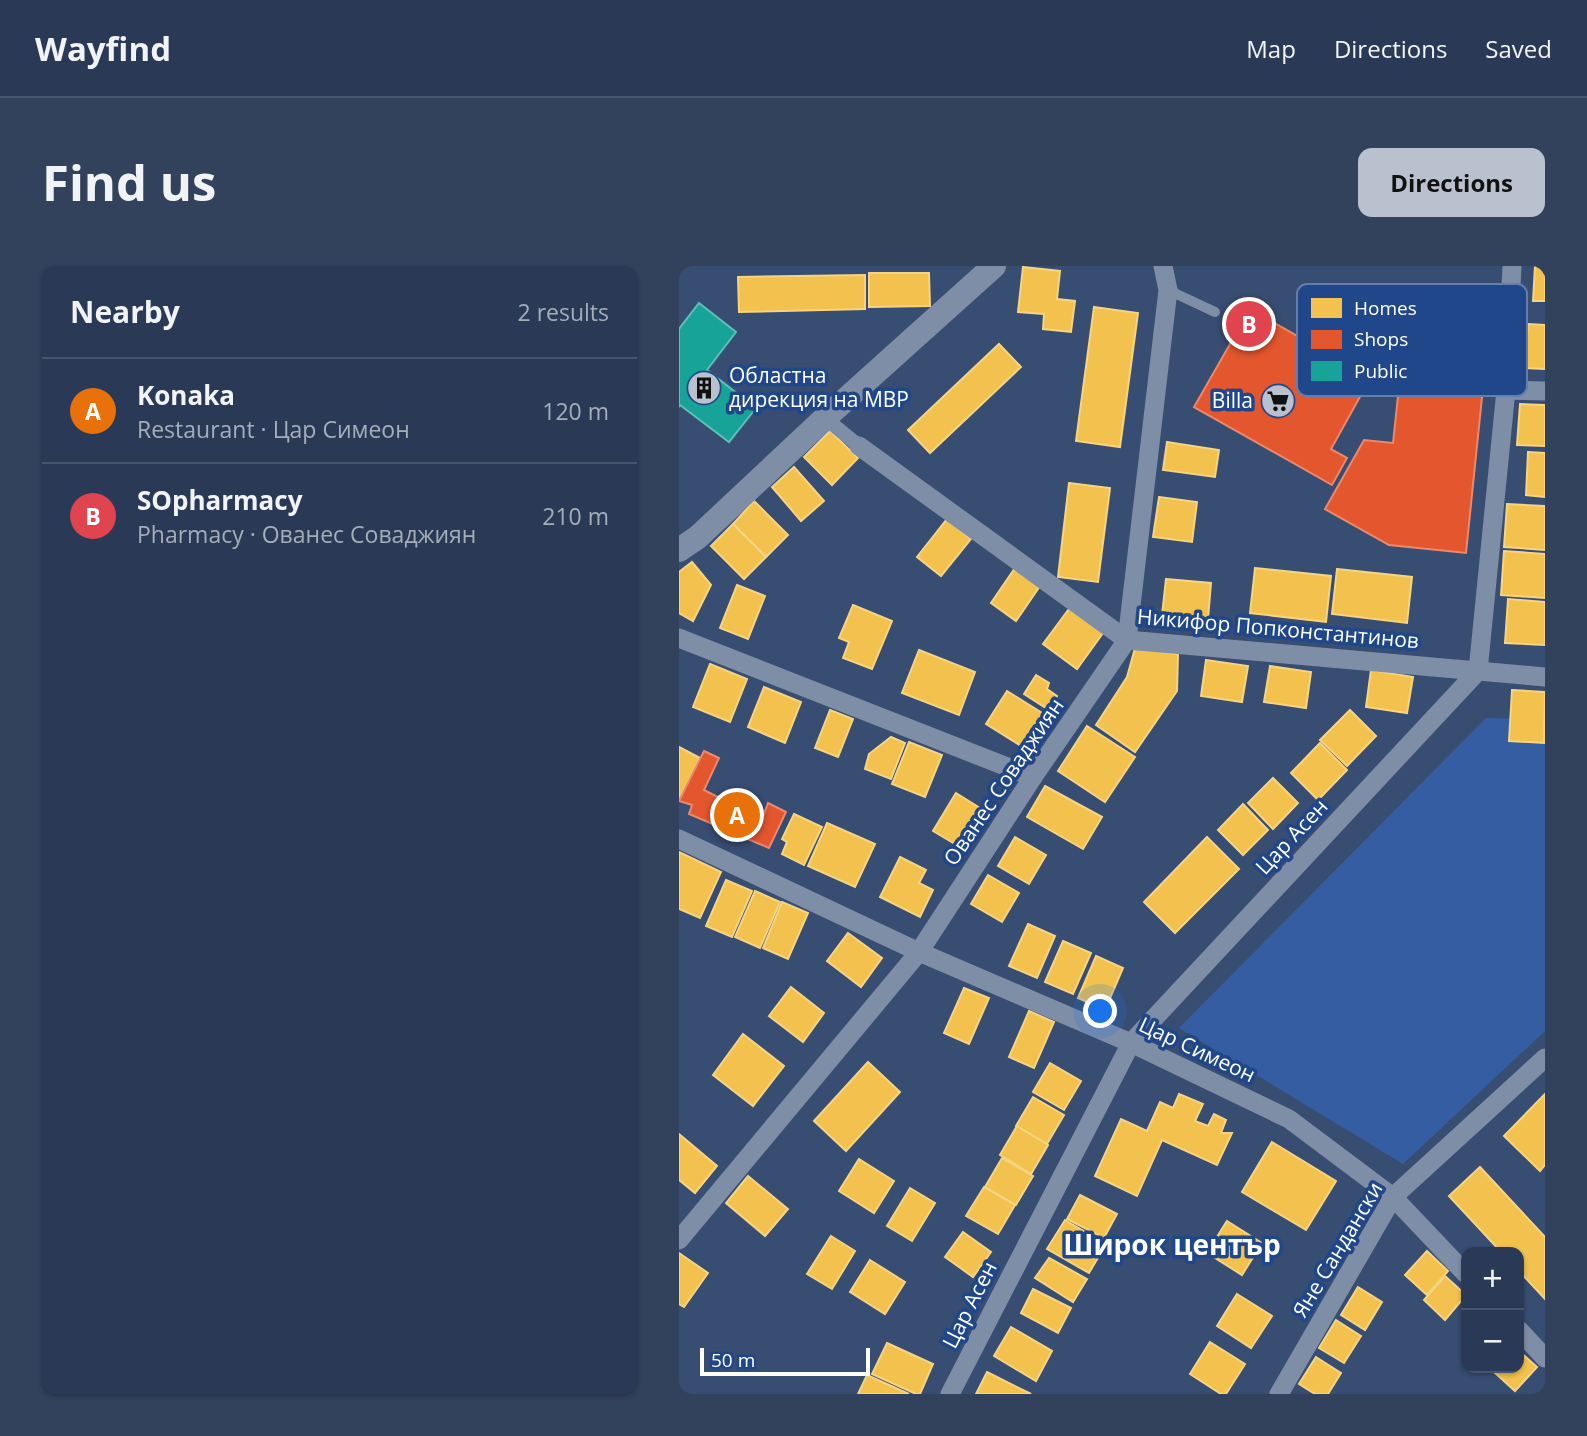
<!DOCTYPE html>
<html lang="en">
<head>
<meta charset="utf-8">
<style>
	body { margin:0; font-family:"Open Sans",sans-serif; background:#32415c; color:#f1f3f6 }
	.controls { position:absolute; right:21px; bottom:21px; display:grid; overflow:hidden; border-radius:14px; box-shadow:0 2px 5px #0004 }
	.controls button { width:63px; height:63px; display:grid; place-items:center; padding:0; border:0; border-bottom:2px solid #46546c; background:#2a3a56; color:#f1f3f6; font:35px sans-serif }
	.scale { position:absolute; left:21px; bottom:18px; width:170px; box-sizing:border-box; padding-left:7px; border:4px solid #fff; border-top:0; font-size:19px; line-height:24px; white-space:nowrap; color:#fff; -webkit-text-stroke:5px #20478a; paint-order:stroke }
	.you { position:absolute; left:422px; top:746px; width:24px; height:24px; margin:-18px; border:5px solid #fff; border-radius:50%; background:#1a73e8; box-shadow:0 0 0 10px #1a73e833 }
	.badge { display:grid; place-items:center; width:46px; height:46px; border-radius:50%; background:#b9c1ce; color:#fff; font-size:23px; font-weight:700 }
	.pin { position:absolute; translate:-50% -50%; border:4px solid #fff; box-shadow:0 2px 7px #0006 }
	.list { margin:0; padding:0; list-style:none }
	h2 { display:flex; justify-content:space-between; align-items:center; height:91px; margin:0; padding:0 28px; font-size:30px }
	h2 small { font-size:23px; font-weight:400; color:#a5adb9 }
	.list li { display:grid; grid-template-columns:46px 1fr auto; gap:21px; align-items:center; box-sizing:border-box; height:105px; padding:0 28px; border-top:2px solid #46546c }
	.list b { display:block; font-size:26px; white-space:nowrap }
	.list p { margin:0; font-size:23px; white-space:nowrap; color:#a5adb9 }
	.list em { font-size:23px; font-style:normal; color:#a5adb9 }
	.map { position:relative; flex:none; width:866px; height:1128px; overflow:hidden; border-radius:14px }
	header { display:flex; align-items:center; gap:42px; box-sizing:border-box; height:98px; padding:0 35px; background:#2a3a56; border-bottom:2px solid #46546c }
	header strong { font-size:33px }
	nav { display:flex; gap:38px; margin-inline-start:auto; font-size:24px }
	.intro { display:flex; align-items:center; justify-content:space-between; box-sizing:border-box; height:168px; padding:0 42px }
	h1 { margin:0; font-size:49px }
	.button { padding:18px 32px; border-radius:14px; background:#b9c1ce; color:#111; font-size:24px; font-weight:700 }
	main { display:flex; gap:42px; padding:0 42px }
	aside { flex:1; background:#2a3a56; border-radius:14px; box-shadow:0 2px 5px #0004 }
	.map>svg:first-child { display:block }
	.green { fill:#355da1 }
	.homes { fill:#f2c14e; stroke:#f6d483; stroke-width:2 }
	.shops { fill:#e4572e; stroke:#ec896d; stroke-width:2 }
	.public { fill:#17a398; stroke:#5dbfb7; stroke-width:2 }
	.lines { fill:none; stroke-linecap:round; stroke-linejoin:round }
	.service { stroke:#7f8ea7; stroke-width:10 }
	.pedestrian { stroke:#7f8ea7; stroke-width:14 }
	.minor { stroke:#7f8ea7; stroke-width:19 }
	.tertiary { stroke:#7f8ea7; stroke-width:24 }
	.labels { text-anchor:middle; stroke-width:7; stroke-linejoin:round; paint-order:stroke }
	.poi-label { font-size:21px; fill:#fff; stroke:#20478a; text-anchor:start }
	.street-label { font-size:21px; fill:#fff; stroke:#20478a }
	.district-label { font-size:28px; font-weight:bold; fill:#fff; stroke:#20478a }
	.key { fill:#20478a; stroke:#637ead; stroke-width:2 }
	.key-label { font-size:19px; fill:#fff }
</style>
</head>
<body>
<header>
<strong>Wayfind</strong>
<nav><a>Map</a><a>Directions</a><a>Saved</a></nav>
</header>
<div class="intro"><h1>Find us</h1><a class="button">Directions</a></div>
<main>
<aside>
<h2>Nearby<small>2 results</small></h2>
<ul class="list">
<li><span class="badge" style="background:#e8710a">A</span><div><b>Konaka</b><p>Restaurant · Цар Симеон</p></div><em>120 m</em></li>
<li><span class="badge" style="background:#e0444e">B</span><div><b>SOpharmacy</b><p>Pharmacy · Ованес Соваджиян</p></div><em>210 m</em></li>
</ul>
</aside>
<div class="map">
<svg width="866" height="1128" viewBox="0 0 866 1128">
	<rect width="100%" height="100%" fill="#384d72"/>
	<path class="green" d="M807 452 866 453V765L724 898 500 762Z"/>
	<g class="homes">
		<path d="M856 0H866V35H854Z"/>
		<path d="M344 1 381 5 378 33 396 35 392 66 364 63 365 48 339 46Z"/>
		<path d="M190 7H250L251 40 190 41Z"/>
		<path d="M186 9V43L60 46 59 11Z"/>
		<path d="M415 41 459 47 441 181 397 175Z"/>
		<path d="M849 58 866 59V103L846 102Z"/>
		<path d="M320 78 342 101 251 187 229 164Z"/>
		<path d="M841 138 866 139V180L838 179Z"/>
		<path d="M151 165 179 192 153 219 125 191Z"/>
		<path d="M488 176 540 184 536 211 484 204Z"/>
		<path d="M849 186 866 187V231L847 229Z"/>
		<path d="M115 201 145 235 122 255 93 221Z"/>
		<path d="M390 217 431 222 419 316 379 311Z"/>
		<path d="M480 231 518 236 513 276 474 271Z"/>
		<path d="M75 235 109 269 87 291 54 258Z"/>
		<path d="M828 238 866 240V284L825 281Z"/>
		<path d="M268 253 292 273 262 310 238 291Z"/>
		<path d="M54 258 87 291 65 313 32 280Z"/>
		<path d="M825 285 866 288V332L822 329Z"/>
		<path d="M13 296 32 319 14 355 0 347V306Z"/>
		<path d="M336 302 361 320 337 355 312 337Z"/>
		<path d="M576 302 652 310 647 356 571 347Z"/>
		<path d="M658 303 733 311 728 357 653 348Z"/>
		<path d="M487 313 532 317 529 353 483 349Z"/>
		<path d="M58 319 86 330 69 373 41 362Z"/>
		<path d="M829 333 866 336V379L826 377Z"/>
		<path d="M174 339 213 355 193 403 164 392 170 376 160 372Z"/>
		<path d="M390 343 424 367 398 403 364 378Z"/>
		<path d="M456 382 499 388 498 425 456 486 417 459 448 411Z"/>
		<path d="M240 384 296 406 280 449 223 427Z"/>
		<path d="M527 394 569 400 563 436 522 430Z"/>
		<path d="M31 398 68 413 51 456 14 441Z"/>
		<path d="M591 400 632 406 627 442 585 436Z"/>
		<path d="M692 404 734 411 728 447 687 441Z"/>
		<path d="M357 409 370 417 368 423 378 430 370 444 345 428Z"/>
		<path d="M85 421 122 436 106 477 69 461Z"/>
		<path d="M833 424 866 426 865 477 830 475Z"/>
		<path d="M328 425 368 450 347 483 307 458Z"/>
		<path d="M151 444 174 453 159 491 136 482Z"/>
		<path d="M671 444 697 470 668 500 641 474Z"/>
		<path d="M408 460 456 491 426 536 379 505Z"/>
		<path d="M212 471 226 477 212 513 186 503 190 488Z"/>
		<path d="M230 476 263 489 246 531 213 518Z"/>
		<path d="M641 477 668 504 639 534 612 507Z"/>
		<path d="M0 481 21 492 0 534Z"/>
		<path d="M594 512 619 537 594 563 569 537Z"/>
		<path d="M366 520 423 551 404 583 348 551Z"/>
		<path d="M277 527 309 547 286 584 254 565Z"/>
		<path d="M564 538 589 564 564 589 539 564Z"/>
		<path d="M115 548 143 561 125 599 103 588 108 576 103 573Z"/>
		<path d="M148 557 196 578 176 621 129 600Z"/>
		<path d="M336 571 367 589 350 618 319 600Z"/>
		<path d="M528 571 560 603 496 667 465 636Z"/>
		<path d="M0 586 42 606 21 652 0 643Z"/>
		<path d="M221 591 247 604 240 617 254 624 241 651 201 631Z"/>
		<path d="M309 609 340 627 323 656 292 638Z"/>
		<path d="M47 614 73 625 53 671 27 660Z"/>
		<path d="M76 625 101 636 81 682 56 671Z"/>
		<path d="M103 636 129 647 109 693 84 682Z"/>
		<path d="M349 658 376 670 358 712 330 700Z"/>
		<path d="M169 667 203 692 182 721 148 695Z"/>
		<path d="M384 675 412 687 394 728 366 716Z"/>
		<path d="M417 690 444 702 426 744 399 732Z"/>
		<path d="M112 721 145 747 124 776 90 750Z"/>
		<path d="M285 722 310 732 290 778 265 767Z"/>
		<path d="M350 745 375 756 355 802 330 791Z"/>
		<path d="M64 768 105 800 74 840 34 809Z"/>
		<path d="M189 796 221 826 167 885 135 855Z"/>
		<path d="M371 797 402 815 385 844 354 826Z"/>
		<path d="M500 828 524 838 516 855 529 860 535 848 547 854 542 867H553L538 899 483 874 458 930 416 910 442 853 468 865 481 836 494 842Z"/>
		<path d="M866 828V899L861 905 825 870Z"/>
		<path d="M354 831 385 849 368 878 337 860Z"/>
		<path d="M338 860 369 879 352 908 321 889Z"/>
		<path d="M0 868 38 900 16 927 0 914Z"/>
		<path d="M593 876 657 915 627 964 563 926Z"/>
		<path d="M323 892 354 910 337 939 306 921Z"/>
		<path d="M180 893 215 915 195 947 160 925Z"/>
		<path d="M801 901 866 971V1033L840 1005V986H822L770 930Z"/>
		<path d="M69 910 109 943 86 970 47 937Z"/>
		<path d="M305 921 336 939 319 968 287 950Z"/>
		<path d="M231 922 256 937 233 975 208 960Z"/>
		<path d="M401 929 438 948 425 972 388 953Z"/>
		<path d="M386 954 427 978 410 1007 368 983Z"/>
		<path d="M548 955 583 977 563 1009 528 987Z"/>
		<path d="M284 966 312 986 294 1011 266 991Z"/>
		<path d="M152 970 176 985 153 1023 128 1008Z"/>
		<path d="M748 985 769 1005 748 1029 726 1009Z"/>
		<path d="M0 987 29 1007 5 1041 0 1038Z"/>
		<path d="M370 992 408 1013 394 1036 356 1012Z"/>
		<path d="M191 994 226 1016 206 1048 171 1026Z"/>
		<path d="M766 1010 787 1029 766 1054 745 1034Z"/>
		<path d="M679 1021 703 1036 686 1064 662 1049Z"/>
		<path d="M354 1023 392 1042 379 1067 342 1047Z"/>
		<path d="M558 1028 593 1050 572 1082 538 1060Z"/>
		<path d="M657 1054 682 1070 665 1097 640 1082Z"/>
		<path d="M332 1061 373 1085 357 1115 315 1090Z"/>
		<path d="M531 1076 566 1098 547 1128H542L511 1108Z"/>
		<path d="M208 1077 254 1098 241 1128H237L193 1108Z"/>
		<path d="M840 1085 858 1101 836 1125 814 1105 818 1102H840Z"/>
		<path d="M637 1091 662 1107 649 1128H636L620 1118Z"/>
		<path d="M308 1106 352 1128H297Z"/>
		<path d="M188 1109 230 1128H179Z"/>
	</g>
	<g class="shops">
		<path d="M571 43 655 91 645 108 682 129 652 183 668 192 653 219 515 141Z"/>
		<path d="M727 55 810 63 787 287 710 279 646 243 685 174 714 177Z"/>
		<path d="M25 485 40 492 25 524 66 545 69 540 85 548 89 537 107 546 90 582 10 548 13 539 0 535Z"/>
	</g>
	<path class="public" d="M20 37 57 66 28 104 77 142 50 176 1 139 0 141V63Z"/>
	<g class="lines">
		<path class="service" d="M489 24 536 46"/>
		<path class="pedestrian" d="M146 152 180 180"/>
		<g class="minor">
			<path d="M827 124 866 125"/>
			<path d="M180 180 448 374 866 411"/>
			<path d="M0 372 354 511"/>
			<path d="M0 573 240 686 452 777 610 853 714 931 787 1008"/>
			<path d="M0 974 240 686 354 511 448 374 489 24 484 0"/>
			<path d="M840 1064 866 1092"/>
			<path d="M271 1128 452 777 799 405 827 124 833 0"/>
			<path d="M600 1128 714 931 866 792"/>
		</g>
		<path class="tertiary" d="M0 284 19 271 146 152 315 0"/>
	</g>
	<defs>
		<g id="building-disc" transform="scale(1.75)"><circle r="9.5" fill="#b9c1ce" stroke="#20478a"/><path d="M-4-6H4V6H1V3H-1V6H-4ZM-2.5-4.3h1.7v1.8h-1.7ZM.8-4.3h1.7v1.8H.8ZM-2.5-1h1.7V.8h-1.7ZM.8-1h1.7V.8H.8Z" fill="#111"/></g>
		<g id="supermarket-disc" transform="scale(1.75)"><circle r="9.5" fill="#b9c1ce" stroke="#20478a"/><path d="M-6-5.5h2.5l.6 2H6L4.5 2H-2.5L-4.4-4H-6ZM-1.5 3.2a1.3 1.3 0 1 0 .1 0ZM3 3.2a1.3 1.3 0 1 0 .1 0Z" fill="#111"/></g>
	</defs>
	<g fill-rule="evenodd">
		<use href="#building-disc" x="25" y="122"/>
		<use href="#supermarket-disc" x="599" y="135"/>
	</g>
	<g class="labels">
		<g class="poi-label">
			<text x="50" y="117">Областна<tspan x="50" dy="24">дирекция на МВР</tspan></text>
			<text x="574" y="142" text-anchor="end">Billa</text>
		</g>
		<g class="street-label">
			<text transform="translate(599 363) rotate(5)" y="7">Никифор Попконстантинов</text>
			<text transform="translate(325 516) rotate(-56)" y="7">Ованес Соваджиян</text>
			<text transform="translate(613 571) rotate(-47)" y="7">Цар Асен</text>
			<text transform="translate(518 784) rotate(25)" y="7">Цар Симеон</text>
			<text transform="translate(659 984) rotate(-59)" y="7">Яне Сандански</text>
			<text transform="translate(291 1039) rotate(-63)" y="7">Цар Асен</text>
		</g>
		<g class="district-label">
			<text x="493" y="989">Широк център</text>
		</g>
	</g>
	<rect x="618" y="18" width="230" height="112" rx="10" class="key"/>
	<rect x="632" y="32" width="31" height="20" fill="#f2c14e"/>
	<rect x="632" y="64" width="31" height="19" fill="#e4572e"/>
	<rect x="632" y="95" width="31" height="20" fill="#17a398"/>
	<g class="key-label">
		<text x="675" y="49">Homes</text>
		<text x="675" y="80">Shops</text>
		<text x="675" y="112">Public</text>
	</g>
</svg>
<div class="controls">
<button>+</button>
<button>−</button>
</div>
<div class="scale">50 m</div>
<div class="you"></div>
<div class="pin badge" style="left:58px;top:549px;background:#e8710a">A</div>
<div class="pin badge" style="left:570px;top:58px;background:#e0444e">B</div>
</div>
</main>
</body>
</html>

** TASK GOAL **
When a line holds the string "linejoin", pull it out of the listing.

** ANSWER BELOW **
	.lines { fill:none; stroke-linecap:round; stroke-linejoin:round }
	.labels { text-anchor:middle; stroke-width:7; stroke-linejoin:round; paint-order:stroke }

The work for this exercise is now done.